### Given information
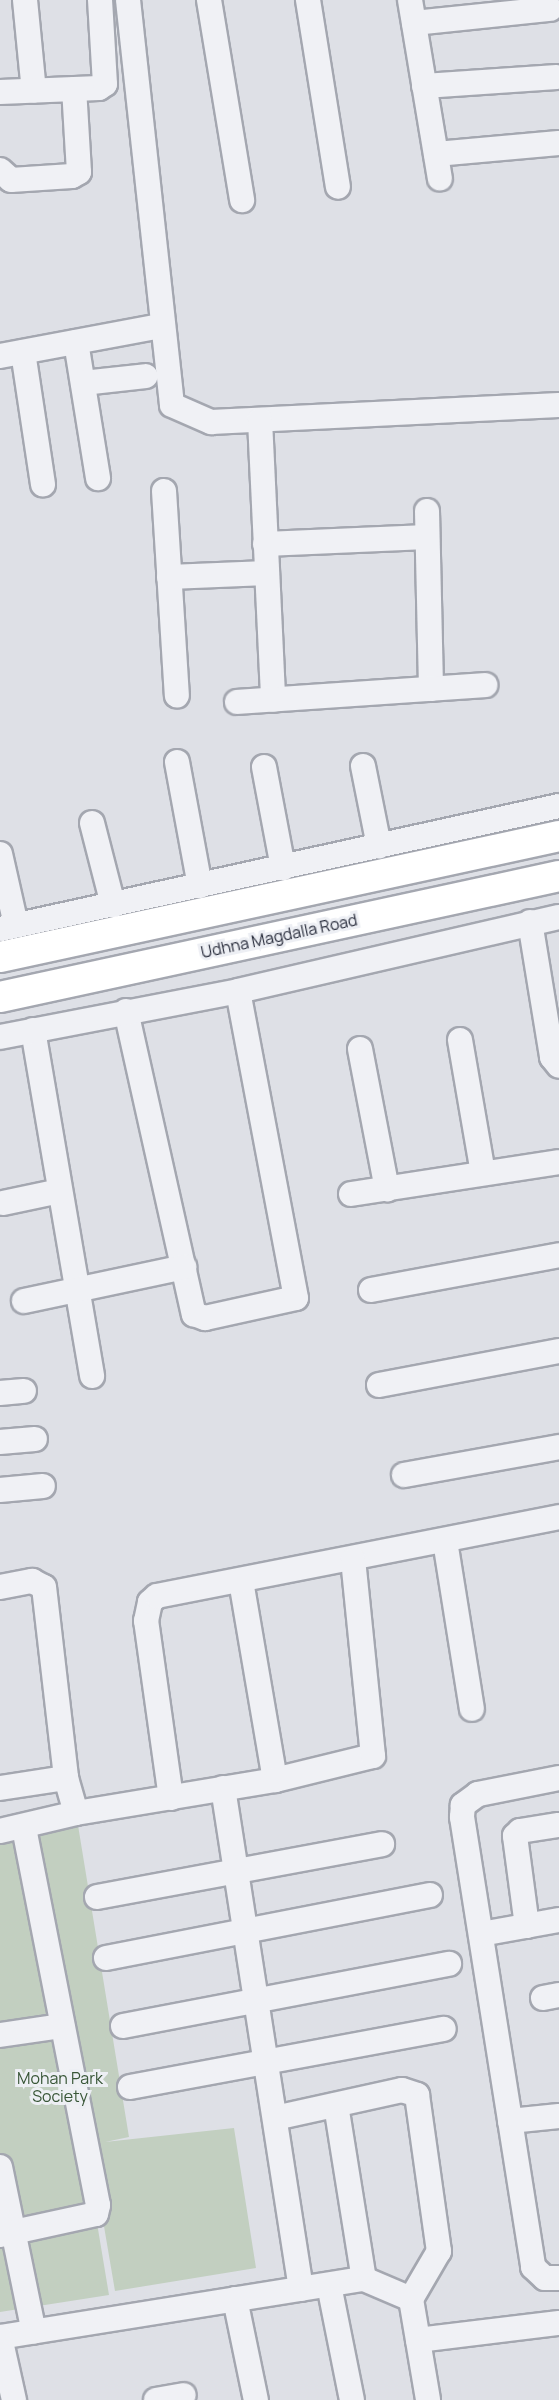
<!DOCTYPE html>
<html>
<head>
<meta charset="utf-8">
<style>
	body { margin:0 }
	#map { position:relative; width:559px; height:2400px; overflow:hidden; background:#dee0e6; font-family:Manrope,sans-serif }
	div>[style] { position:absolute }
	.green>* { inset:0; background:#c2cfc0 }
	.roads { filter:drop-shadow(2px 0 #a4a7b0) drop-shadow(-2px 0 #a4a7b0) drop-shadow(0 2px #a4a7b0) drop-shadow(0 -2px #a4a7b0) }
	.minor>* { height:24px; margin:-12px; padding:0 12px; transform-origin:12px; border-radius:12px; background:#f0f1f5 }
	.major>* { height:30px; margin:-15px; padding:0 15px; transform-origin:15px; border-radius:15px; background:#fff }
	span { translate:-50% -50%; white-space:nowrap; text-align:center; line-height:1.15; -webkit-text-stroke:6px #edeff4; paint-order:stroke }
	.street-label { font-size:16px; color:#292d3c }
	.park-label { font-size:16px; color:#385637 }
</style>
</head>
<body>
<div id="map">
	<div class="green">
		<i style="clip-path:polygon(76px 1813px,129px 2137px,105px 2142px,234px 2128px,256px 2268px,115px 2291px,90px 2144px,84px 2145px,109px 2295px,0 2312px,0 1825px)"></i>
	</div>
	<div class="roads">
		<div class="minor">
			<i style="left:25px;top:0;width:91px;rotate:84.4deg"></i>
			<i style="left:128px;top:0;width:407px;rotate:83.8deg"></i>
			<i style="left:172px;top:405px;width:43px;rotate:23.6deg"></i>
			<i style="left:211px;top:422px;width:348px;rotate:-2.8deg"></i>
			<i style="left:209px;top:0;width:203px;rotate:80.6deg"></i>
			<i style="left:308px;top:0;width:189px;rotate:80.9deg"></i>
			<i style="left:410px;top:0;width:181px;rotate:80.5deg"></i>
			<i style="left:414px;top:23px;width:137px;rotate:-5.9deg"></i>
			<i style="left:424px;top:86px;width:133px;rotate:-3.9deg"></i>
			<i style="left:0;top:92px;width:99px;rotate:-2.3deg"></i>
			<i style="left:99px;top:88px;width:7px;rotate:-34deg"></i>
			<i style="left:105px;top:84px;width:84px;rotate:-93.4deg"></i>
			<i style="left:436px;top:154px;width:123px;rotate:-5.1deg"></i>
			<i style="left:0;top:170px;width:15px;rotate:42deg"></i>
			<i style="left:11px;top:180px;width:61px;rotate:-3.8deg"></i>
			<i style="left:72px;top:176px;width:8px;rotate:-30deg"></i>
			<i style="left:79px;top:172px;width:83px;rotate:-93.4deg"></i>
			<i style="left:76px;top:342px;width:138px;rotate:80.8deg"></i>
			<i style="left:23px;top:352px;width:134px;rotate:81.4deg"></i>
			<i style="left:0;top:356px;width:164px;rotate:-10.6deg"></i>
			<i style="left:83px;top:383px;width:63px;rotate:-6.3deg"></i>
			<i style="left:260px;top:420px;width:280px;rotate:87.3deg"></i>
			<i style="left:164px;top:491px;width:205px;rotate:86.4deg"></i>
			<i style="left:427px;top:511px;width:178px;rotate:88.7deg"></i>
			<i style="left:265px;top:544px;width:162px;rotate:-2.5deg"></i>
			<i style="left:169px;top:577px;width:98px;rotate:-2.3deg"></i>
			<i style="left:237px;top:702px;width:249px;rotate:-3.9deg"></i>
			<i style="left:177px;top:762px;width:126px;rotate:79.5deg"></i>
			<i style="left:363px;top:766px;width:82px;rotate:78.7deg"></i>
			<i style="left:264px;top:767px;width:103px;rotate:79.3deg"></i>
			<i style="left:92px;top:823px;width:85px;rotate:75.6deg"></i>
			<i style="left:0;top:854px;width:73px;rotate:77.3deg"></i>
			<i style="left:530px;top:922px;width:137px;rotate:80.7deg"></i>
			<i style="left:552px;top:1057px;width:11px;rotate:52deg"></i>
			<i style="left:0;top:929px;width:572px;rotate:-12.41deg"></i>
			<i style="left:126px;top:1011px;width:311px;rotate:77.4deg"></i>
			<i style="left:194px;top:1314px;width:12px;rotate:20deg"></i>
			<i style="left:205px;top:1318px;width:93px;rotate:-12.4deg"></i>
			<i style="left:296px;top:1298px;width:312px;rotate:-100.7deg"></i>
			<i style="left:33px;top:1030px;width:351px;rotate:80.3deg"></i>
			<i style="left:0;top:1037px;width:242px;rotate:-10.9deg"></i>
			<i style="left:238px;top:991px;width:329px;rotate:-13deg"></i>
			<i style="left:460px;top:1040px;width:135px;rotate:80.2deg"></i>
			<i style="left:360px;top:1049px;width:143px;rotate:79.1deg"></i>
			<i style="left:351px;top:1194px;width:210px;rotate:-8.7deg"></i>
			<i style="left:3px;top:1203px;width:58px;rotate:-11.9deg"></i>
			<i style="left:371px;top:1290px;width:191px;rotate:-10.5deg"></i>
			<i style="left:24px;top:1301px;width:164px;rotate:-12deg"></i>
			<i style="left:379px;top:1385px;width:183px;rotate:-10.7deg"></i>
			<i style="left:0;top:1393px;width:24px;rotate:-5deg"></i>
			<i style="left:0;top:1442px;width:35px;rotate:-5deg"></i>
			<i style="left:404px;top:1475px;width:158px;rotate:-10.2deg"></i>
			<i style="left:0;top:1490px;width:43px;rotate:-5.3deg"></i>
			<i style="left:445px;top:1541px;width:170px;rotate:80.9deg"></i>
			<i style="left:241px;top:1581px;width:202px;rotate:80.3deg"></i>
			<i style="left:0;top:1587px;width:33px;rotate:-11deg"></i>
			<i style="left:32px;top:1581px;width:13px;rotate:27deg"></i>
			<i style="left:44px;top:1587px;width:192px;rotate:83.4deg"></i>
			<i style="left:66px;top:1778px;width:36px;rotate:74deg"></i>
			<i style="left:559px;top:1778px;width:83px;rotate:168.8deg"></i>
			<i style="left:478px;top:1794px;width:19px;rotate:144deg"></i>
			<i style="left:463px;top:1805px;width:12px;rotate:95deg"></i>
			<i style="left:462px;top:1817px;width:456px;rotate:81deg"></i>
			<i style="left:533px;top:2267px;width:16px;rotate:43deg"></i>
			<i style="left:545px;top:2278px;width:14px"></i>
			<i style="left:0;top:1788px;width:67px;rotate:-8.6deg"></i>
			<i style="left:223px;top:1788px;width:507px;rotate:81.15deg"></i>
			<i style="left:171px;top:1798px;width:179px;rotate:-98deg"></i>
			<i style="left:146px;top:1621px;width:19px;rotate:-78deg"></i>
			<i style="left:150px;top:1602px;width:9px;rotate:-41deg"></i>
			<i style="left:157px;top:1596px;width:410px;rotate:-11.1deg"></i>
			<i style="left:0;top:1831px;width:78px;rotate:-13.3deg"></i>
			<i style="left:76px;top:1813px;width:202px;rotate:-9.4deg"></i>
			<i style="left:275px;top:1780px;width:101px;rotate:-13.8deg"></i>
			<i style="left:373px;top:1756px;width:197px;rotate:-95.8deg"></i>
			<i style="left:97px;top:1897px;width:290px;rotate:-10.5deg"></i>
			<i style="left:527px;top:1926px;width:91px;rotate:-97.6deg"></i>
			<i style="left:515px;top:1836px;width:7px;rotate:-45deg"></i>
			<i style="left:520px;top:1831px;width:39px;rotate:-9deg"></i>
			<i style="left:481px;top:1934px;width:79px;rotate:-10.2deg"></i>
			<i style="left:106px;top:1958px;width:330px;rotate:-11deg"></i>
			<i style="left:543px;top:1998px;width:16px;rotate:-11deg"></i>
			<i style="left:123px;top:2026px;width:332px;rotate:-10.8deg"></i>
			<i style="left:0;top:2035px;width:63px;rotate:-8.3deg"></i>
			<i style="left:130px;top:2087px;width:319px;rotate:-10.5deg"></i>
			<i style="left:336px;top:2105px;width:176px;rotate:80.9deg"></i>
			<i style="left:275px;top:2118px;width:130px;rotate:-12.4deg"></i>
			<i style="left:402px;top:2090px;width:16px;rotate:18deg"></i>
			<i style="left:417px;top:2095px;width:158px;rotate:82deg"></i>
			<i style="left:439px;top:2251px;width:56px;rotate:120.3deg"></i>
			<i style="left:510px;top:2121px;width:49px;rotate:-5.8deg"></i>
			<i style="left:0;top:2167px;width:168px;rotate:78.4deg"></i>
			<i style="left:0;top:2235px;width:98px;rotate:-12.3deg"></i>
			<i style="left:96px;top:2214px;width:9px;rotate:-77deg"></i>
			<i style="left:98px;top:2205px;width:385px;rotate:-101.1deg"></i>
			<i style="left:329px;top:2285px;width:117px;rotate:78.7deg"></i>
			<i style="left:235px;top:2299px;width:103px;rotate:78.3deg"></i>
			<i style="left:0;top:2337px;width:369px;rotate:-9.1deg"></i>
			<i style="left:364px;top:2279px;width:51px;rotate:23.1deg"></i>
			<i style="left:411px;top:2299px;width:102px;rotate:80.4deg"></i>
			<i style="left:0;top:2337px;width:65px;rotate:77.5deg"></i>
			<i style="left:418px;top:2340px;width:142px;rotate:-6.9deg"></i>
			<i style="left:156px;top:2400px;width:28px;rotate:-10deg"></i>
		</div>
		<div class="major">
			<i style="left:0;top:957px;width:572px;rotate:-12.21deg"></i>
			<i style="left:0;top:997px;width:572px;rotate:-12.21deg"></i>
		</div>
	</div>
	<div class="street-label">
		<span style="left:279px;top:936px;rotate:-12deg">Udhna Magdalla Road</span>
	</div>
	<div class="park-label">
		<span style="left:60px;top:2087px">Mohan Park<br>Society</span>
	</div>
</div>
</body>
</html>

==

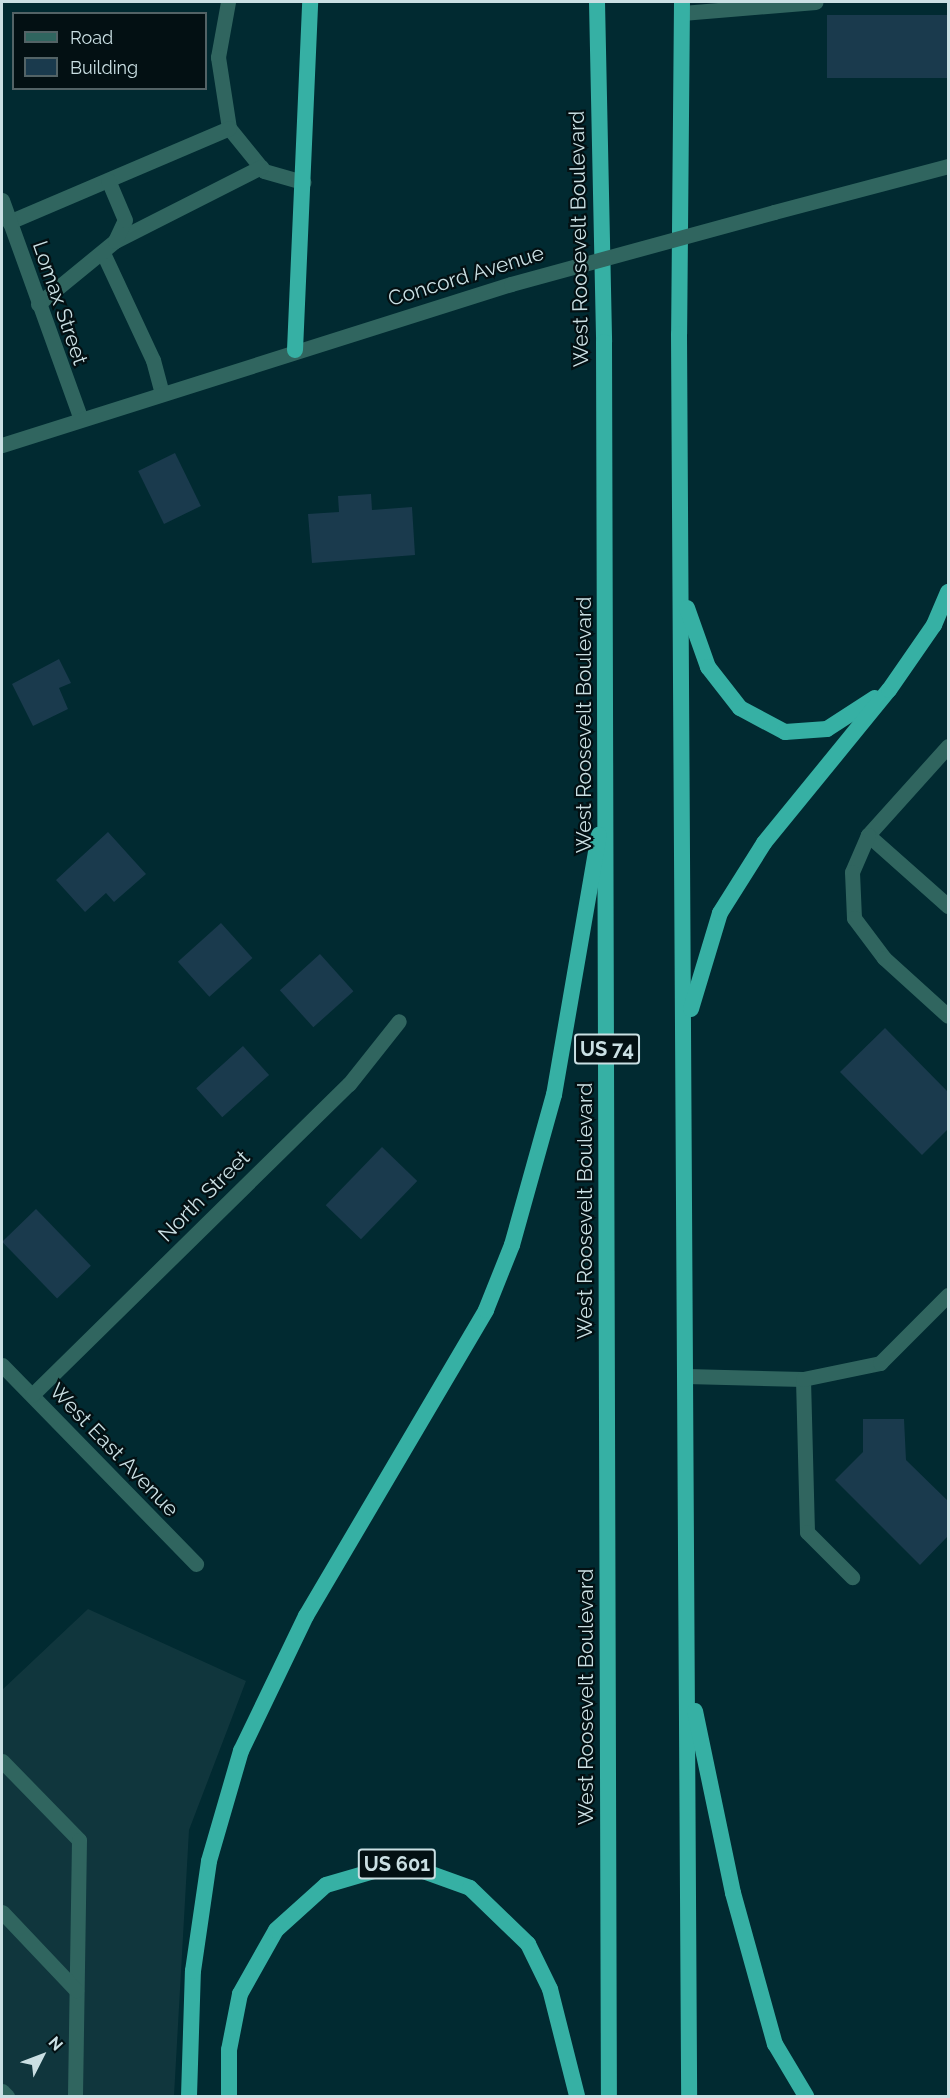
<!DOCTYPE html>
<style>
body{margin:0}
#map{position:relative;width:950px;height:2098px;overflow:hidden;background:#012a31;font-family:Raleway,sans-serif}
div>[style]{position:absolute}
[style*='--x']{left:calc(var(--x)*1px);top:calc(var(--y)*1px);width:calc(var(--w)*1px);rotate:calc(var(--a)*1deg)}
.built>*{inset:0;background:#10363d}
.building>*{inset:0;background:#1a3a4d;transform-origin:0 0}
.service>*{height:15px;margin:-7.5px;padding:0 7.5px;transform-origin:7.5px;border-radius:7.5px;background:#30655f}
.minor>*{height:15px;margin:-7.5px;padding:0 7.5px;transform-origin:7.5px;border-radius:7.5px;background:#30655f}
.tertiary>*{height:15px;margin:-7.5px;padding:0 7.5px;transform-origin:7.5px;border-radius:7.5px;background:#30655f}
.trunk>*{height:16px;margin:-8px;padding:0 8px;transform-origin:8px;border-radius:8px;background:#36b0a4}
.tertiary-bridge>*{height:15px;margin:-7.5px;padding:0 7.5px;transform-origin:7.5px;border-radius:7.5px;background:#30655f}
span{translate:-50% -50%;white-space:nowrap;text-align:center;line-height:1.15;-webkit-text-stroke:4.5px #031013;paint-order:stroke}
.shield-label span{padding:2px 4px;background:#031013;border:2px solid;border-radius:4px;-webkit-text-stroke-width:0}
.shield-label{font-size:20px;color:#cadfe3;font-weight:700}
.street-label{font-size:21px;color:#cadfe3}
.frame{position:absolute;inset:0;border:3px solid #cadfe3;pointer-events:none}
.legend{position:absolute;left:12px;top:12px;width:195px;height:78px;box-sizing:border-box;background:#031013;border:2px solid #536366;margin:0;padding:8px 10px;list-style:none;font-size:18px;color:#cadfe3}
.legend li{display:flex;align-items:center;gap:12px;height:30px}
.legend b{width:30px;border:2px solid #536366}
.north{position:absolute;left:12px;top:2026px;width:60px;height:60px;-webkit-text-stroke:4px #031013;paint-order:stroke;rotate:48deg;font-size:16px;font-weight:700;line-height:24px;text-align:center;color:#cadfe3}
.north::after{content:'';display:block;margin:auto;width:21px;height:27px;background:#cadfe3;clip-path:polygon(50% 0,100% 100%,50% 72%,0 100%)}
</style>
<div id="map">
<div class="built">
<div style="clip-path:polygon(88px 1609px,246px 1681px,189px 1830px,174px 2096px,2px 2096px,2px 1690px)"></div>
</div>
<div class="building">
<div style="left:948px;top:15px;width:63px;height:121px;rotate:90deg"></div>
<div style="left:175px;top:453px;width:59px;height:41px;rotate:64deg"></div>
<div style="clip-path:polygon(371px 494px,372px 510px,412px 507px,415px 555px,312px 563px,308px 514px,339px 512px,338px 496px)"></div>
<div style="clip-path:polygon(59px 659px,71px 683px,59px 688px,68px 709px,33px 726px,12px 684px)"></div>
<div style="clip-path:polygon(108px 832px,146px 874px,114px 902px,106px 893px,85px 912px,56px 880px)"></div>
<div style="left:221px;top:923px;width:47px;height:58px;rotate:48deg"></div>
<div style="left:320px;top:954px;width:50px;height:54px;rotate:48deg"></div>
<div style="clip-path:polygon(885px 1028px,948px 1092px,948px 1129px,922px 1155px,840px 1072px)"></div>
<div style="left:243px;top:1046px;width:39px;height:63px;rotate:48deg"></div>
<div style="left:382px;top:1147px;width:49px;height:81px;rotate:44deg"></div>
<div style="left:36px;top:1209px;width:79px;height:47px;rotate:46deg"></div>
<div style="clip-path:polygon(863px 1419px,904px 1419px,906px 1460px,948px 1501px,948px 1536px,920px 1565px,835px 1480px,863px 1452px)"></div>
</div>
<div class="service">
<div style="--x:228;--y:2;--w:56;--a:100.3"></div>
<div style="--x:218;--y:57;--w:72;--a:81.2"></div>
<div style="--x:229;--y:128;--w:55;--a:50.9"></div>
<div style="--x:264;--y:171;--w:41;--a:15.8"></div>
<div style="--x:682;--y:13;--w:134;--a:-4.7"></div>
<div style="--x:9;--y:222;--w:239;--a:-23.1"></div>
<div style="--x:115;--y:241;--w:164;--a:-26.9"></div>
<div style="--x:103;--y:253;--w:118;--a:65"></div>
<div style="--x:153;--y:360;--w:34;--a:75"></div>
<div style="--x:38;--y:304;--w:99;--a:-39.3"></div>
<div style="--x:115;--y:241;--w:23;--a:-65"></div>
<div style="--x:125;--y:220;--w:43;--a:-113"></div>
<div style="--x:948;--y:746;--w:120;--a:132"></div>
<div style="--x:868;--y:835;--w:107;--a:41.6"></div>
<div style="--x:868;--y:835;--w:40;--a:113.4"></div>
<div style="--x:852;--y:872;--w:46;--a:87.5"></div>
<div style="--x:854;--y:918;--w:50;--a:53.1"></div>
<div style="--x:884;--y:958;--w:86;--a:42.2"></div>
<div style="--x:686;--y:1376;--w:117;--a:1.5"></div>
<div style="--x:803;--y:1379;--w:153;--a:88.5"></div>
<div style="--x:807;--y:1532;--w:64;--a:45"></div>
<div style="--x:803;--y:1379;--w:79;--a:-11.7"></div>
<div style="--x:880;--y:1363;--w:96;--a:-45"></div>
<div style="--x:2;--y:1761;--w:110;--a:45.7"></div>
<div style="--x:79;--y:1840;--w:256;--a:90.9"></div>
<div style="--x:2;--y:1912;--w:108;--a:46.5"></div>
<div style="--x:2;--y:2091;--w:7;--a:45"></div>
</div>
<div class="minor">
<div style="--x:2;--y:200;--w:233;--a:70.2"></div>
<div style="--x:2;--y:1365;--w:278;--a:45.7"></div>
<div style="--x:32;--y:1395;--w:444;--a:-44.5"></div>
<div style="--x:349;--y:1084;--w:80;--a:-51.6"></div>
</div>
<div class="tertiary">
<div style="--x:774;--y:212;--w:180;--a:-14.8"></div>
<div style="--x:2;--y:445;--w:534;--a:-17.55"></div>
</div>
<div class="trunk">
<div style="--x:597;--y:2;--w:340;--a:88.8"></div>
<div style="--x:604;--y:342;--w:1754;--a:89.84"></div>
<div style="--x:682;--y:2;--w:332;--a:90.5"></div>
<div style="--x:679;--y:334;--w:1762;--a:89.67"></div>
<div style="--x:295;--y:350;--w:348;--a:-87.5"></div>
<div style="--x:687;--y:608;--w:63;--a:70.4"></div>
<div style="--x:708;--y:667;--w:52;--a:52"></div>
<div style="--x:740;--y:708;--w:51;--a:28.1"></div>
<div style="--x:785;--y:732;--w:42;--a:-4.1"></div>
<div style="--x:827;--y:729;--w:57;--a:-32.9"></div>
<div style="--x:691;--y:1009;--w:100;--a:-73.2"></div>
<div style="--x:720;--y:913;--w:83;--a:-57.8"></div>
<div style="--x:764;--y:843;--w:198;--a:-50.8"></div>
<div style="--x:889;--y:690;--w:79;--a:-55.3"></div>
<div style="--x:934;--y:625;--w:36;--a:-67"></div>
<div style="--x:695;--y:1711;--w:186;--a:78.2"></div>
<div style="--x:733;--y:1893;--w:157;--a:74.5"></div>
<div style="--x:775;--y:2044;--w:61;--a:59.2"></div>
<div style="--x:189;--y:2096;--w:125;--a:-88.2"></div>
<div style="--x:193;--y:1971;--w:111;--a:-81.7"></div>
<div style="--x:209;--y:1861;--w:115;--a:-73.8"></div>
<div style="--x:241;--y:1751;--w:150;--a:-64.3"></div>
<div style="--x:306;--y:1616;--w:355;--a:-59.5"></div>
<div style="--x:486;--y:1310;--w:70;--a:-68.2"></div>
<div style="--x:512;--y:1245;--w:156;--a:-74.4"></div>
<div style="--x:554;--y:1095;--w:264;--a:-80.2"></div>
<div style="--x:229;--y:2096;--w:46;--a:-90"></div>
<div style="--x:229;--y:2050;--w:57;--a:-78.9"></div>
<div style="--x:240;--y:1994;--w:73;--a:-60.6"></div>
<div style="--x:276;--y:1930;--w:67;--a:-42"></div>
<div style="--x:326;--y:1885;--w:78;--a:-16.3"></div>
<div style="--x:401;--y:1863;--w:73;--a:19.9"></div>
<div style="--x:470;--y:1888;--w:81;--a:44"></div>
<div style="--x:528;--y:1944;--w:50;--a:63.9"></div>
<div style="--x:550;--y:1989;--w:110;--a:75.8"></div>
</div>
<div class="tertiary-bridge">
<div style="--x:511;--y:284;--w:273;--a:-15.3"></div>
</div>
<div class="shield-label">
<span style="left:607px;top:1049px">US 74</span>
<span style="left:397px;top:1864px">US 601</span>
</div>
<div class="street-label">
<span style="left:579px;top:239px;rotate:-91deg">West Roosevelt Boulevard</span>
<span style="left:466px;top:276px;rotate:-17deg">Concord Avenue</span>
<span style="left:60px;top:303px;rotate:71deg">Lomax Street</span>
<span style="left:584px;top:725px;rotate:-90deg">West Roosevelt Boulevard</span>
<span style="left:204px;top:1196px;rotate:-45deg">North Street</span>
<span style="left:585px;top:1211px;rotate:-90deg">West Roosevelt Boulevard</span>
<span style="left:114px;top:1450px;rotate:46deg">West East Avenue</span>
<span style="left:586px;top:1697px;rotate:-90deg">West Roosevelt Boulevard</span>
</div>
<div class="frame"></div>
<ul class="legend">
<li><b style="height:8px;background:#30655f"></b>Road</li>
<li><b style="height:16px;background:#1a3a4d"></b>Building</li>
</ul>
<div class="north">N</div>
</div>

### What to do
When a line among the entries contains "roads", pull that line out.

### Reply
	.roads { filter:drop-shadow(2px 0 #a4a7b0) drop-shadow(-2px 0 #a4a7b0) drop-shadow(0 2px #a4a7b0) drop-shadow(0 -2px #a4a7b0) }
	<div class="roads">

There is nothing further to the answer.